(Source data):

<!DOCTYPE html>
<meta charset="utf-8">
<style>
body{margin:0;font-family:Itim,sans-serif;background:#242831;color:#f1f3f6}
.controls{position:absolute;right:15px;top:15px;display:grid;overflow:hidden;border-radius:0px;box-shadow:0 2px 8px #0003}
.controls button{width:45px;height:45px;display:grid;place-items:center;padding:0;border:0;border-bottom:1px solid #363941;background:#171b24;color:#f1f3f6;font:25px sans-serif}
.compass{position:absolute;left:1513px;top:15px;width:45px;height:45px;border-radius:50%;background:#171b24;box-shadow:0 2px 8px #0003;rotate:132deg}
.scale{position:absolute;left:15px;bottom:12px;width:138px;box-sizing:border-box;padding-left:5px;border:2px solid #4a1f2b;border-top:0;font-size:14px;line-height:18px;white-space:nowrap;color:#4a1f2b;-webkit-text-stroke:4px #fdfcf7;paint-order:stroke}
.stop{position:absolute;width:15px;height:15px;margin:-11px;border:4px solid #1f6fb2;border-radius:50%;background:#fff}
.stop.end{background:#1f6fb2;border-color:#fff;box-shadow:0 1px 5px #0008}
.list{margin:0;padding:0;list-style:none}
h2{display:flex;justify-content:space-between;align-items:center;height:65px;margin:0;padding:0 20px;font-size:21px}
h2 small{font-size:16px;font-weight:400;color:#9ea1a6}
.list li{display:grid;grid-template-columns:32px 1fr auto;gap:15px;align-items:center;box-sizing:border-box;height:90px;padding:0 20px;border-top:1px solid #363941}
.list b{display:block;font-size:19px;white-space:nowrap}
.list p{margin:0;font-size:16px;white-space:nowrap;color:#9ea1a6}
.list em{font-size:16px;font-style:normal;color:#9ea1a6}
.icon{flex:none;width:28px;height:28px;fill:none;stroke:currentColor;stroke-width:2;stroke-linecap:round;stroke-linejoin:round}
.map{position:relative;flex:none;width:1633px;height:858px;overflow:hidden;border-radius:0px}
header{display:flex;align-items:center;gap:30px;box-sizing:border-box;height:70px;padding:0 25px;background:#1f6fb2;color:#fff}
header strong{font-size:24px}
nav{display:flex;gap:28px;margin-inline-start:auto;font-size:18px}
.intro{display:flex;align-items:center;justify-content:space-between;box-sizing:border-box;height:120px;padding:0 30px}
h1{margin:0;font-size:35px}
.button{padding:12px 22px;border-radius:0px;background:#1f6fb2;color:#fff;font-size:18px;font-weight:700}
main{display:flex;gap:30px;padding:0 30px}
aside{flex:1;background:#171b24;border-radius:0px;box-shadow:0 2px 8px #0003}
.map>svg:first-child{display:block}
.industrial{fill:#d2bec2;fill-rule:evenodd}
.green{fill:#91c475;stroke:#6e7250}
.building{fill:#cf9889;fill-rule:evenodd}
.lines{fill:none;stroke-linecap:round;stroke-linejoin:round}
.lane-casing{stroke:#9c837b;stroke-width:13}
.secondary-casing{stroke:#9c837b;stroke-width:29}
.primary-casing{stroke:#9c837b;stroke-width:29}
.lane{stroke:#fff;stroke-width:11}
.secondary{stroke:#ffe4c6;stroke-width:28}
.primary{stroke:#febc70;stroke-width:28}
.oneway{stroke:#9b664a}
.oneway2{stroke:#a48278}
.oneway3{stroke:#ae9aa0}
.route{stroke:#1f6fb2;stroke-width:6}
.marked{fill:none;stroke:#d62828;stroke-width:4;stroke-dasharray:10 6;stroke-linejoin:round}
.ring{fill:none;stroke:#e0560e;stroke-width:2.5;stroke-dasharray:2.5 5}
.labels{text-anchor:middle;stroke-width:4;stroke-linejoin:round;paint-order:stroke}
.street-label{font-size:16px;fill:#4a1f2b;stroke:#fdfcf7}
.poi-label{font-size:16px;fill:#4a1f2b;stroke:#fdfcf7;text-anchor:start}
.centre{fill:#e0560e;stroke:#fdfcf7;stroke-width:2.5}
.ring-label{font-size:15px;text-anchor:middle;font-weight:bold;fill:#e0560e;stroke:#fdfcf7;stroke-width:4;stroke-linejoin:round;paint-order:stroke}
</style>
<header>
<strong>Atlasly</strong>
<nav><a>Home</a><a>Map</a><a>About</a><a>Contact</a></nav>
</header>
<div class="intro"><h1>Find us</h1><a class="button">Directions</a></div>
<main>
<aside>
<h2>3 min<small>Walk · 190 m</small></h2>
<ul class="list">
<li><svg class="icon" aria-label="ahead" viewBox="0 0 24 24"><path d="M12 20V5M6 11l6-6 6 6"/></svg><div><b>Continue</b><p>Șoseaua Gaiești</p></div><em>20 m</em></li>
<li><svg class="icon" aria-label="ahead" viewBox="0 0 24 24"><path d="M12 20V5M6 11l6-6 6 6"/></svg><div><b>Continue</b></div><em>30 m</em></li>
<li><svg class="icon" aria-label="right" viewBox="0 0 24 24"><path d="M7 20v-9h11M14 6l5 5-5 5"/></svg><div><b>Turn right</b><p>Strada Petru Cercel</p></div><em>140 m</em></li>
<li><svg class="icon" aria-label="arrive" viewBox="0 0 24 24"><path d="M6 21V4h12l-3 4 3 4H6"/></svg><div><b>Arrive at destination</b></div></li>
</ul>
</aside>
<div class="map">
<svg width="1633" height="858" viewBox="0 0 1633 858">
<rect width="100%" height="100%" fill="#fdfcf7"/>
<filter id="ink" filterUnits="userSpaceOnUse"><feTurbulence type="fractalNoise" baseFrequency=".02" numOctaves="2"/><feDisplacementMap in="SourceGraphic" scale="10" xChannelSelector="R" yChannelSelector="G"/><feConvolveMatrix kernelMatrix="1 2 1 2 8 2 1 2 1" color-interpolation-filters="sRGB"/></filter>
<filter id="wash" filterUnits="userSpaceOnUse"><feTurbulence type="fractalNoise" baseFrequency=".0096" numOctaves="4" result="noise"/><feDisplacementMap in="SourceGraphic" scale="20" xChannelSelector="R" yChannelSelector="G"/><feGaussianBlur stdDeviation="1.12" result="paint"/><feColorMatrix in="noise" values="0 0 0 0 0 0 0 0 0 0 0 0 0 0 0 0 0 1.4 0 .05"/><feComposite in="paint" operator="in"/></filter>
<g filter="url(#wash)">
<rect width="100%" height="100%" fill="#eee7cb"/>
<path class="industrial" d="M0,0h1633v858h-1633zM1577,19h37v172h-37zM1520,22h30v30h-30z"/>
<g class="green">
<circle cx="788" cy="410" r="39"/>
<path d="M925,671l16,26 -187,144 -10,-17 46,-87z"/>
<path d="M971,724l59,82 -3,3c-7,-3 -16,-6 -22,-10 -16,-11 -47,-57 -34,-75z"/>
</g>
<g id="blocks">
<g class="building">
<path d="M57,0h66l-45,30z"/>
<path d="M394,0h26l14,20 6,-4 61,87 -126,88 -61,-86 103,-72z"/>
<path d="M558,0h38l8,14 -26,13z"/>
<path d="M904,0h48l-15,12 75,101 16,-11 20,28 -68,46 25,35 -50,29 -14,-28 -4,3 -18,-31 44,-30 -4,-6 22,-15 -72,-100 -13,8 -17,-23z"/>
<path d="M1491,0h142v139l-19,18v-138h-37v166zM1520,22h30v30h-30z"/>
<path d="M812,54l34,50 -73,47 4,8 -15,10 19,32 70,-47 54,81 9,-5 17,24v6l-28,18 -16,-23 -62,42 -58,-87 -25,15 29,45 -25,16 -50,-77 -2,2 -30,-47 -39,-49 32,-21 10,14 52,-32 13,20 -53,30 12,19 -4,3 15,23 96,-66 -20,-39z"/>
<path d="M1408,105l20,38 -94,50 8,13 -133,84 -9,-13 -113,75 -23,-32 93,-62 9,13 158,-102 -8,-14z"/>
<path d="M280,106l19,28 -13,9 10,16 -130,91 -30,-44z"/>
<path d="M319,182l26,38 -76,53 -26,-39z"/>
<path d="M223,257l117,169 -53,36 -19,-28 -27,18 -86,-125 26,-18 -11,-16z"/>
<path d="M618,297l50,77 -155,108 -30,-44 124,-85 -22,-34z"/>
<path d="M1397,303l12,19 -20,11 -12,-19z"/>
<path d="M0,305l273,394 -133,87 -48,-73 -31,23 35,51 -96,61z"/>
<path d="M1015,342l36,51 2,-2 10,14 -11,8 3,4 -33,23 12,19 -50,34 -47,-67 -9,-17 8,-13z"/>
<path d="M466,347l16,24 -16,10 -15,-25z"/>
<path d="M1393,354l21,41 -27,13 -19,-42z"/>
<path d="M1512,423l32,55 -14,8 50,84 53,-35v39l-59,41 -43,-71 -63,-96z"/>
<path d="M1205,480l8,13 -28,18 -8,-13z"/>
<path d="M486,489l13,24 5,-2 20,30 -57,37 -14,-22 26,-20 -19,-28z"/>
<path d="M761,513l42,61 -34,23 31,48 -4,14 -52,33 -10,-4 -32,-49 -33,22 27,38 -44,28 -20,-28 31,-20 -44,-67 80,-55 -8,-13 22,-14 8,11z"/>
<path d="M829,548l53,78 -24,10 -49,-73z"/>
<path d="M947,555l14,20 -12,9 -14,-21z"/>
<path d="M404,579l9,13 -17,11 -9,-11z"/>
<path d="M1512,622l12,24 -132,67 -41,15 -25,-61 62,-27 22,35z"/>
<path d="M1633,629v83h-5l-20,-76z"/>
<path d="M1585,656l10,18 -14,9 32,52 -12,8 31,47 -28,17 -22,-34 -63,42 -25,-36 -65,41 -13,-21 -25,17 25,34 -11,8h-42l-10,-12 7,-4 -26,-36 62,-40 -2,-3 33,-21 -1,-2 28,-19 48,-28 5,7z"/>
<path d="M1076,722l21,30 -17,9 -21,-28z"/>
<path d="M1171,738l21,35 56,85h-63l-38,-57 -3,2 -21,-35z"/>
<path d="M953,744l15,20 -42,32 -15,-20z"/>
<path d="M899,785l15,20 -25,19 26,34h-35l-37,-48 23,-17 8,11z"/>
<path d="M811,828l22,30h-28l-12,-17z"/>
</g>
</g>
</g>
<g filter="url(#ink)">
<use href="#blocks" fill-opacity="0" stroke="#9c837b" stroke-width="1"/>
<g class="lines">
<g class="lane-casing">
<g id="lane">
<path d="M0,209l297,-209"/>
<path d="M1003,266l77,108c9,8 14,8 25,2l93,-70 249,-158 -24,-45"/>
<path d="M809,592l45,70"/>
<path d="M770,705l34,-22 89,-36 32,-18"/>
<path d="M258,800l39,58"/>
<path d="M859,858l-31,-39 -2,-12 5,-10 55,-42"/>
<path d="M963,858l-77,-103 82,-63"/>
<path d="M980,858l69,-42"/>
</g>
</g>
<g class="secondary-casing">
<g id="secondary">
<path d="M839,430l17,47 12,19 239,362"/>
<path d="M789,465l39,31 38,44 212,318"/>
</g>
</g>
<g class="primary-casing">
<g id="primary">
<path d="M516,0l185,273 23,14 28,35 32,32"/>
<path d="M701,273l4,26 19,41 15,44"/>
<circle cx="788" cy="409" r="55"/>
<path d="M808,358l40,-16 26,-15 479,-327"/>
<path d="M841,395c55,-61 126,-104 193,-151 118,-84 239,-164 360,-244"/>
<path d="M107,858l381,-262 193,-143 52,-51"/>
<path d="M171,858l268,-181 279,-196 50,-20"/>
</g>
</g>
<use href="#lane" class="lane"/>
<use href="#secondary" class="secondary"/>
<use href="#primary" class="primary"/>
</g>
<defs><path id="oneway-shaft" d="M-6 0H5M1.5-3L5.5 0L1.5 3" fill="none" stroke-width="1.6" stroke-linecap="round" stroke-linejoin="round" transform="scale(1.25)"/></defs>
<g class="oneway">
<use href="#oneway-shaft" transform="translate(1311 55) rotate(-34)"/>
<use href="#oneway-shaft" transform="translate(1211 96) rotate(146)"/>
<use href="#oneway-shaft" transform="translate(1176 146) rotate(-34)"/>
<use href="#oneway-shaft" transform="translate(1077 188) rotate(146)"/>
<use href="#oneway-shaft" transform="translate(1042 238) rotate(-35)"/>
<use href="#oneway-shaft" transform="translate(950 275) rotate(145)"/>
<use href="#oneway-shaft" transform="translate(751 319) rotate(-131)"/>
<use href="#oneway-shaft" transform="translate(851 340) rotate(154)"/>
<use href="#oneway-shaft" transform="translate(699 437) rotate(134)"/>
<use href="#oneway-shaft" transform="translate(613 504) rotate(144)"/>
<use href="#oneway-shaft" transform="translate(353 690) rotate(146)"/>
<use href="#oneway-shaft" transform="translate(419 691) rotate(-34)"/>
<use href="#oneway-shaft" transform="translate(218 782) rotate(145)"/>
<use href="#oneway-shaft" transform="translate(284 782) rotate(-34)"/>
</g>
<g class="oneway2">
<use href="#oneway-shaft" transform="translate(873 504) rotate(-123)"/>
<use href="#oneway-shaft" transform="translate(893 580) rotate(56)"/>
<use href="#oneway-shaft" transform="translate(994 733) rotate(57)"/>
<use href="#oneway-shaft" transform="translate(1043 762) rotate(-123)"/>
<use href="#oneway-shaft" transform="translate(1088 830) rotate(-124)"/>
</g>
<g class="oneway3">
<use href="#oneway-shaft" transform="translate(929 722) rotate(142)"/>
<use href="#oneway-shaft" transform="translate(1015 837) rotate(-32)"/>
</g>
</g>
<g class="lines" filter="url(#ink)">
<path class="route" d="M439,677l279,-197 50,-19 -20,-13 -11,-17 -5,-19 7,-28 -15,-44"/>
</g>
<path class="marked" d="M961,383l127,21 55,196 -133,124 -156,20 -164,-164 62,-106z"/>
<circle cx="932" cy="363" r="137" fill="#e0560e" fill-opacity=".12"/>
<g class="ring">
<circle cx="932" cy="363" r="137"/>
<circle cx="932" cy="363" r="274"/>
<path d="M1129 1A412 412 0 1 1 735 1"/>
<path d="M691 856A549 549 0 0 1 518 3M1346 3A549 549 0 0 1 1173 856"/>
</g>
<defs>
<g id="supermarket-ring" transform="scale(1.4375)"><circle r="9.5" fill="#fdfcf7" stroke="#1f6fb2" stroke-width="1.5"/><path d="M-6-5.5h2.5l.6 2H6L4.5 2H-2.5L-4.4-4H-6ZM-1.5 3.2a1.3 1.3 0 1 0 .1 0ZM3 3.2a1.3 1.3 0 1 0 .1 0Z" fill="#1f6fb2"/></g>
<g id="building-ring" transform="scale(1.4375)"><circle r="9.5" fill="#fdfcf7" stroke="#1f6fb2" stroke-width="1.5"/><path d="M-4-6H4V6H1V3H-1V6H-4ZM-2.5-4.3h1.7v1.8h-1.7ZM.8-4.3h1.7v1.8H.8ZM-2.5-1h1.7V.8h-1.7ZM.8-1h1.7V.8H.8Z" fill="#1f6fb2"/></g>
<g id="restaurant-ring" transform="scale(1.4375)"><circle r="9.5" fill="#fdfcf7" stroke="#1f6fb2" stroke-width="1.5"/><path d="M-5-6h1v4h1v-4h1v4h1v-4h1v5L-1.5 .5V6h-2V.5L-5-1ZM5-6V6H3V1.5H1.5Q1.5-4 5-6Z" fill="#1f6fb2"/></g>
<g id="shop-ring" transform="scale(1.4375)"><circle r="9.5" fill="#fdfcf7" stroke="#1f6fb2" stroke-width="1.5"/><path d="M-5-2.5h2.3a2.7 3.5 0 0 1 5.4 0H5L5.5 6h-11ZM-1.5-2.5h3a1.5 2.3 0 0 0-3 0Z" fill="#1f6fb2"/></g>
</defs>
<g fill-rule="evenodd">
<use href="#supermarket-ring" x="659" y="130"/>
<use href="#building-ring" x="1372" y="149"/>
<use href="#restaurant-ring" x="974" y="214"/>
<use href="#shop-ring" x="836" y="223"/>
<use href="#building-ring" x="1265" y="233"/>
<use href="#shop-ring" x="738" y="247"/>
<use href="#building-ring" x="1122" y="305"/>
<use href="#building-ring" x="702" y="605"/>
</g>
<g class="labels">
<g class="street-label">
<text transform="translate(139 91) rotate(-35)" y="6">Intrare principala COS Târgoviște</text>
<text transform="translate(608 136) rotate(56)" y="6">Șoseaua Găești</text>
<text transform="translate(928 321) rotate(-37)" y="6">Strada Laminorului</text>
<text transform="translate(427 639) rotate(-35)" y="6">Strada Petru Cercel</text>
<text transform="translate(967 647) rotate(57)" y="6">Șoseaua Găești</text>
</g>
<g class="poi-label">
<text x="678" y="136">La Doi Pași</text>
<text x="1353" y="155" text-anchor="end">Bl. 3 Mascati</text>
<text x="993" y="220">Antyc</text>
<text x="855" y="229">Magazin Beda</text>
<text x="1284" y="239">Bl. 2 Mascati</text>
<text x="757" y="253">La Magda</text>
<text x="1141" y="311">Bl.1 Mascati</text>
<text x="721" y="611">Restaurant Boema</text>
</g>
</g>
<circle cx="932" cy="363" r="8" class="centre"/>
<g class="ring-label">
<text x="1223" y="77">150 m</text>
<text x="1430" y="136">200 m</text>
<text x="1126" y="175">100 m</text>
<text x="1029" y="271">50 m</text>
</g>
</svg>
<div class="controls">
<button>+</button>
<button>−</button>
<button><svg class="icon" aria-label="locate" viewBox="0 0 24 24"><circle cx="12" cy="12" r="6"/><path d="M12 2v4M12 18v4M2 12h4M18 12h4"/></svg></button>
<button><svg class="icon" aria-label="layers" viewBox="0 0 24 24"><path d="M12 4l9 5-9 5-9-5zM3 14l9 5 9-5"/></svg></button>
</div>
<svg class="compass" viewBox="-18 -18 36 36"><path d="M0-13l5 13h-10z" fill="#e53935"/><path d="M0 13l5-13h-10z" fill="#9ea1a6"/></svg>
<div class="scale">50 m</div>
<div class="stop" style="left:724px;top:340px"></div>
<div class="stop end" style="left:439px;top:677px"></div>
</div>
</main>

(Task instructions): Go through the entries and copy each line holding the string "white".

(Solved exercise):
.scale{position:absolute;left:15px;bottom:12px;width:138px;box-sizing:border-box;padding-left:5px;border:2px solid #4a1f2b;border-top:0;font-size:14px;line-height:18px;white-space:nowrap;color:#4a1f2b;-webkit-text-stroke:4px #fdfcf7;paint-order:stroke}
.list b{display:block;font-size:19px;white-space:nowrap}
.list p{margin:0;font-size:16px;white-space:nowrap;color:#9ea1a6}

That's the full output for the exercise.